Stop at the line containing "filter:drop-shadow(2px 0 #474645)": repeat exactly every line of the entries below from the first up to it, plus that line, with pictures omitted.

----- Material for the task

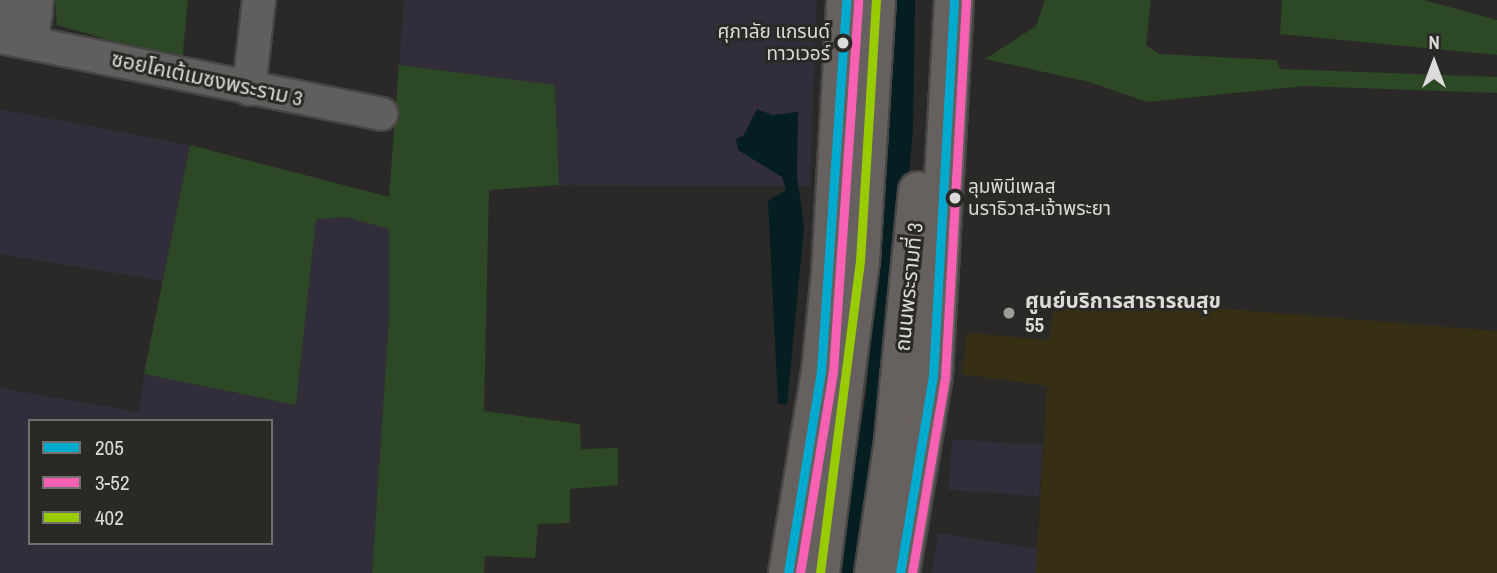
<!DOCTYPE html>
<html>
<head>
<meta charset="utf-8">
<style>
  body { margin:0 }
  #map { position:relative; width:1497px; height:573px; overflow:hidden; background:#2a2927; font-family:"Archivo Narrow","Noto Sans Thai",sans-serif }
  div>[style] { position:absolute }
  .commercial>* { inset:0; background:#312d3b; transform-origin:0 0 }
  .green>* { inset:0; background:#2c4824 }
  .sand>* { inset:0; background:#372f13 }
  .water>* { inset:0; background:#041e22 }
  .canal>* { height:24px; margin:-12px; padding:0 12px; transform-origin:12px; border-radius:12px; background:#041e22 }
  .roads { filter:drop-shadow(2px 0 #474645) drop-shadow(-2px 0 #474645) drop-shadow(0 2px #474645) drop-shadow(0 -2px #474645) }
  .minor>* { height:32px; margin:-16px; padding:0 16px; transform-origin:16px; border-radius:16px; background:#605f5d }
  .major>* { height:38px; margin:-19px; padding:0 19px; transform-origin:19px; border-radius:19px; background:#66605f }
  .bus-1>* { height:9px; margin:-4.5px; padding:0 4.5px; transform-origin:4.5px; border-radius:4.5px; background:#00a9ce }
  .bus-2>* { height:9px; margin:-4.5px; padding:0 4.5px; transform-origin:4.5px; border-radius:4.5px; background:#f860b3 }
  .bus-3>* { height:9px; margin:-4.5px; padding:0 4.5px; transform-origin:4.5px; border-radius:4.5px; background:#9c0 }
  .dots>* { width:19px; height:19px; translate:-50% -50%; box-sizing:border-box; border:4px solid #2b2926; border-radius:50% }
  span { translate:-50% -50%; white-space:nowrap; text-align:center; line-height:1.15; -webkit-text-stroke:6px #2b2926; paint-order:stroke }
  .bus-label { font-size:19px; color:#dddbd9 }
  .right { translate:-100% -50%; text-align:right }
  .left { translate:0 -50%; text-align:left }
  .street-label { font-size:21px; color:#dddbd9 }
  .poi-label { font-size:21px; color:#dddbd9; font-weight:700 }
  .legend { position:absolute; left:28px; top:419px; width:245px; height:126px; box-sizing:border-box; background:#2b2926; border:2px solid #72706e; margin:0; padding:9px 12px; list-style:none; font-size:21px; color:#dddbd9 }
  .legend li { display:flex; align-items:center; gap:14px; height:35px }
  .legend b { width:35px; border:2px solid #72706e }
  .north { position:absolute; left:1399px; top:28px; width:70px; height:70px; -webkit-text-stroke:5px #2b2926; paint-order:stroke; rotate:0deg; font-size:19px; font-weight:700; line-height:28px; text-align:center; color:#dddbd9 }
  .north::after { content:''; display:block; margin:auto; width:24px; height:32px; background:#dddbd9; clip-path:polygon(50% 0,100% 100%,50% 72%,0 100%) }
</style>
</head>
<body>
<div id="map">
  <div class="commercial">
    <i style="clip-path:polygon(404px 0,817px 0,810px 186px,559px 185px,555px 85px,399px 65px)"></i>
    <i style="clip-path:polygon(0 109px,190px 145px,163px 281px,0 254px)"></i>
    <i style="clip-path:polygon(evenodd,346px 217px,389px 229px,389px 317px,372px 573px,0 573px,0 388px,139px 412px,144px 374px,295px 405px,316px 218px,346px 217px,30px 421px,271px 421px,271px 543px,30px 543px,30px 421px)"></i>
    <i style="left:952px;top:439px;width:91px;height:51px;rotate:4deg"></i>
    <i style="clip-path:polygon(938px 533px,1038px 549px,1036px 573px,932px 573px)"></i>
  </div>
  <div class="green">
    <i style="clip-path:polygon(55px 0,188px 0,182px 61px,57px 25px)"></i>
    <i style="clip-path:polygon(1045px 0,1151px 0,1146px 45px,1159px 54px,1276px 60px,1281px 69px,1497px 77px,1497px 93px,1305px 86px,1147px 102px,1089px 82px,985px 59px,1036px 26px)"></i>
    <i style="clip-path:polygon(1282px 0,1424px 0,1497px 20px,1497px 55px,1280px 34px)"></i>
    <i style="clip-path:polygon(399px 65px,555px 85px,559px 185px,489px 190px,484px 411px,580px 424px,581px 449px,618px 448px,618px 485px,570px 489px,570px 523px,538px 524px,535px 558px,485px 556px,484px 573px,372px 573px,389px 317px,389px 229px,346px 217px,316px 219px,296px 405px,144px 374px,190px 145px,389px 197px)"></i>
  </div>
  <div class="sand">
    <i style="clip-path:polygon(1054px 295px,1497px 331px,1497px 573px,1036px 573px,1047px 386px,962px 374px,967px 333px,1050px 340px)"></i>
  </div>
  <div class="water">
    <i style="clip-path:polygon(757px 109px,772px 115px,798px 112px,797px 176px,804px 227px,787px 405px,778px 403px,768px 201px,786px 190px,782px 177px,738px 150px,736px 139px,744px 135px)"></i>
  </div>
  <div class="canal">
    <i style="left:848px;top:573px;width:180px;rotate:-80.4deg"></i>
    <i style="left:878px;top:396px;width:269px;rotate:-85.1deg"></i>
    <i style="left:901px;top:128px;width:128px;rotate:-89.1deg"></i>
  </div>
  <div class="roads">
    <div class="minor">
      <i style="left:0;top:6px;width:37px;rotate:11deg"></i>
      <i style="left:0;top:37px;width:389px;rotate:11.4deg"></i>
      <i style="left:32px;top:43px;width:43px;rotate:-83.4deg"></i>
      <i style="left:249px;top:89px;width:90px;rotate:-83.6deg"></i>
    </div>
    <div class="major">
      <i style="left:788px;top:573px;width:205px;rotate:-80.7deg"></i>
      <i style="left:821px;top:371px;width:100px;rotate:-84.2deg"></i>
      <i style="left:831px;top:272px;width:272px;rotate:-86.8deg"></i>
      <i style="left:820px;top:573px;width:315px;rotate:-82.7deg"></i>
      <i style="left:860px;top:261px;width:261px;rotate:-86.5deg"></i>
      <i style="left:874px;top:573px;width:134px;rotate:-81.4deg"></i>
      <i style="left:894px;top:440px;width:250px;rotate:-84.5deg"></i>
      <i style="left:900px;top:573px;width:200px;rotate:-80.5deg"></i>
      <i style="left:933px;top:376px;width:377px;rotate:-86.8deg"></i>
    </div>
  </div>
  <div class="bus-1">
    <i style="left:788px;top:573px;width:205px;rotate:-80.7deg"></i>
    <i style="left:821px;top:371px;width:372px;rotate:-86.1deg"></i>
    <i style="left:900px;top:573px;width:200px;rotate:-80.5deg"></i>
    <i style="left:933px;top:376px;width:377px;rotate:-86.8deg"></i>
  </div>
  <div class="bus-2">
    <i style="left:800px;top:573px;width:204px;rotate:-80.7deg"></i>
    <i style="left:833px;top:372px;width:372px;rotate:-86.1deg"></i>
    <i style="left:912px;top:573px;width:199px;rotate:-80.4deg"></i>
    <i style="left:945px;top:377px;width:377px;rotate:-86.8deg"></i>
  </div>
  <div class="bus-3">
    <i style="left:820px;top:573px;width:315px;rotate:-82.7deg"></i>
    <i style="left:860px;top:261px;width:261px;rotate:-86.5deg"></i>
  </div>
  <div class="dots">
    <i style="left:843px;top:43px;background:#dddbd9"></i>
    <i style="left:955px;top:198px;background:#dddbd9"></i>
    <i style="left:1009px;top:313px;background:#9e9d9b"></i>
  </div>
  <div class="bus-label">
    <span class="right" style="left:830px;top:43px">ศุภาลัย แกรนด์<br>ทาวเวอร์</span>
    <span class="left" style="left:968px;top:198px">ลุมพินีเพลส<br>นราธิวาส-เจ้าพระยา</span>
  </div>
  <div class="street-label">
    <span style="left:207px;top:79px;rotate:12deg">ซอยโคเต้เมซงพระราม 3</span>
    <span style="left:909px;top:287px;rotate:-84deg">ถนนพระรามที่ 3</span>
  </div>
  <div class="poi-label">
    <span class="left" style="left:1025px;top:313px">ศูนย์บริการสาธารณสุข<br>55</span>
  </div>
  <ul class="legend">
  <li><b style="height:9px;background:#00a9ce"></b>205</li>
  <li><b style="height:9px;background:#f860b3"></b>3-52</li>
  <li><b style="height:9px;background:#9c0"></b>402</li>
  </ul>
  <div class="north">N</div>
</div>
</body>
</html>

----------

Answer to the problem:
<!DOCTYPE html>
<html>
<head>
<meta charset="utf-8">
<style>
  body { margin:0 }
  #map { position:relative; width:1497px; height:573px; overflow:hidden; background:#2a2927; font-family:"Archivo Narrow","Noto Sans Thai",sans-serif }
  div>[style] { position:absolute }
  .commercial>* { inset:0; background:#312d3b; transform-origin:0 0 }
  .green>* { inset:0; background:#2c4824 }
  .sand>* { inset:0; background:#372f13 }
  .water>* { inset:0; background:#041e22 }
  .canal>* { height:24px; margin:-12px; padding:0 12px; transform-origin:12px; border-radius:12px; background:#041e22 }
  .roads { filter:drop-shadow(2px 0 #474645) drop-shadow(-2px 0 #474645) drop-shadow(0 2px #474645) drop-shadow(0 -2px #474645) }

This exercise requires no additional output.